I am all about the show must go on mentality. Andy Karl was very strong and brave to continue to perform after he got very injured. Also if he had not performed the show would have lost hundreds of thousands of dollars in ticket refunds. The show has been having problems in previews so I think he knew he couldn’t end the show. One thing that I am not sure I like is the fact that they are changing the show because he is hurt. An audience deserves to see what the show is supposed to be not an altered version because someone got hurt. I think they should just have the understudy go on. I understand that this would impact the tony votes possibly? But what is more important, an award or the shows artistic integrity. I am still amazed that he is able to perform such a hard role with such a big injury.

Sarah Battaglia said...

The theater I think is a pretty incredible industry for a lot of reasons but the commitment of the people who work on it is probably the most astounding. This article describes what I think a lot of actors worst nightmare, they are hurt and they have to make the decision to go on or not. I would but that pretty much every actor I know would go on if they were able. Just last week when I went to see Three Musketeers one of the actresses was hurt in the middle of a sword fight, and she went on for the second act. It was one of the bravest things I have seen an actor do in a long time. She was visibly hurt but she pulled through and did a fantastic job for the second act, sword fights and all. Theater as a taxing and dangerous business in all of its departments and I believe that the reason we are able to pull such incredible things off is because of the commitment that each person in a theater makes every night as the show starts; to do everything possible to finish to matter what.

Zak Biggins said...

First of all, I want to address a general commercial theatre problem: the conversion of movies to musicals. So much of broadway right now is basically just reinventing a movie and adding some music. We have seen this particular issue manifest itself largely over the last decade: Legally Blonde: the musical, Heathers, The Color Purple, Amelie, Matilda, School of Rock, Spiderman etc... Now there is not really a problem regarding movies turning into musicals-some of them are actually done quite well- however there seems to be a lack of originality amongst composers now a day (with the exception of Lin Manuel Miranda & Pasek and Paul). Now moving onto this specific show, to see the star actor get hurt in the very beginning of the run is concerning- what do the producers do? The understudies aren't rehearsed until the show is open and on its feet, they can't replace him because he is the STAR- this puts the show in a very tricky position.

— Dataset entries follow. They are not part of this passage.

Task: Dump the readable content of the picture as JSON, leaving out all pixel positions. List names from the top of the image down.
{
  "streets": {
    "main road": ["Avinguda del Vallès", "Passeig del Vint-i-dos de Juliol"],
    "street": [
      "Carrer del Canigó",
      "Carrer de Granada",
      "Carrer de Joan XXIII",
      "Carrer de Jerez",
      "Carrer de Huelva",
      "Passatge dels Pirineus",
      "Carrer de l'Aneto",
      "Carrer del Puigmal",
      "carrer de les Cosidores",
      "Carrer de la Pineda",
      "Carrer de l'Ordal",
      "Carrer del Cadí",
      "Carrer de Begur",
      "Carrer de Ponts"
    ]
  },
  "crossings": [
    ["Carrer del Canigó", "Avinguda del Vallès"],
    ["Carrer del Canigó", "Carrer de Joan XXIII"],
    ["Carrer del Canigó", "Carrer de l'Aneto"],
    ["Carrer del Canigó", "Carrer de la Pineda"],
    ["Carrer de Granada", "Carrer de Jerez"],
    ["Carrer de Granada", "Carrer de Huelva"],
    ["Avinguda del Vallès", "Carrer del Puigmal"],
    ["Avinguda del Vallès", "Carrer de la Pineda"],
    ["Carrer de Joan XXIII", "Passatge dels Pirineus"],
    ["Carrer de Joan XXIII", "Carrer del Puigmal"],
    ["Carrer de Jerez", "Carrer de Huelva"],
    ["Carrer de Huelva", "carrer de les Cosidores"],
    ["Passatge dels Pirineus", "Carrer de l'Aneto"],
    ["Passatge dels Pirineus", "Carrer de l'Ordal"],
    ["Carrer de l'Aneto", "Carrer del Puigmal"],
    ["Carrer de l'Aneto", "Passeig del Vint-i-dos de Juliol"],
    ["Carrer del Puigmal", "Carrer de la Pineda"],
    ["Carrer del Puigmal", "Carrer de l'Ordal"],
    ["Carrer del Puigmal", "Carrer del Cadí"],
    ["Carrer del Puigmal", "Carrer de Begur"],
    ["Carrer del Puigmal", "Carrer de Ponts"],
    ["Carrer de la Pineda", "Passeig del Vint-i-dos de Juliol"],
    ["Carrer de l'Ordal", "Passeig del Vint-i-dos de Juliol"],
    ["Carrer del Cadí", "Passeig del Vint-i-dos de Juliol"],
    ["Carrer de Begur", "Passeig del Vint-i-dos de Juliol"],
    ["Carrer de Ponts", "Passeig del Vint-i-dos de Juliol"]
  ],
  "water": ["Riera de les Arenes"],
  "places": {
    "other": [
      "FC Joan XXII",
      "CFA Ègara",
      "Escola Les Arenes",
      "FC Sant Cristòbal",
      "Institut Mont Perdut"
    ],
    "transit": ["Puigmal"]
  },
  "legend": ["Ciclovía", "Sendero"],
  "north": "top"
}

I am glad to hear Andy Karl is okay and is doing well because otherwise I think we'd be seeing a closing notice on playbill.com.

nick waddington said...

I think when most people say their blood, sweat, and tears went into something they generally mean they worked really hard on it. but in theater i think it is an incredibly applicable statement because the commitment we put in for shows as stagehands, or actors, or directors, dramaturgs, designers is a level of commitment that can only be classified as our blood, sweat, and tears. I think this article is practically every actor, and every stage manager's worst nightmare because how can you ask or expect someone to go on when they are so terribly hurt, and how can you make that decision for yourself, whether to possibly aggravate your injury further, or to abandon the production that you have poured your heart into. it is amazing what people are willing to do for the idea that the show must go on, and i think that's one of the most incredib;e things about the theater community.

William N. Lowe said...

I think that it is interesting how the show is valuing their eligibility for Tony Awards over the health of their lead actor. I understand that this is his decision; however, I feel like it would be at least reassuring to include in the article what the doctors say. No matter how acute, a full tear is a full tear and that needs to be handled carefully and correctly, not really something to just sit around and deal with later. I felt like it was fine until they began mentioned how the majority of the drive for him to continue performing was because of the Tony Awards, and while I would do a lot to meet Kevin Spacey, I don’t think that I would perform on a torn knee ligament. This seems like a lot of work to just make one puzzle piece fit, when that puzzle piece can be easily replaced.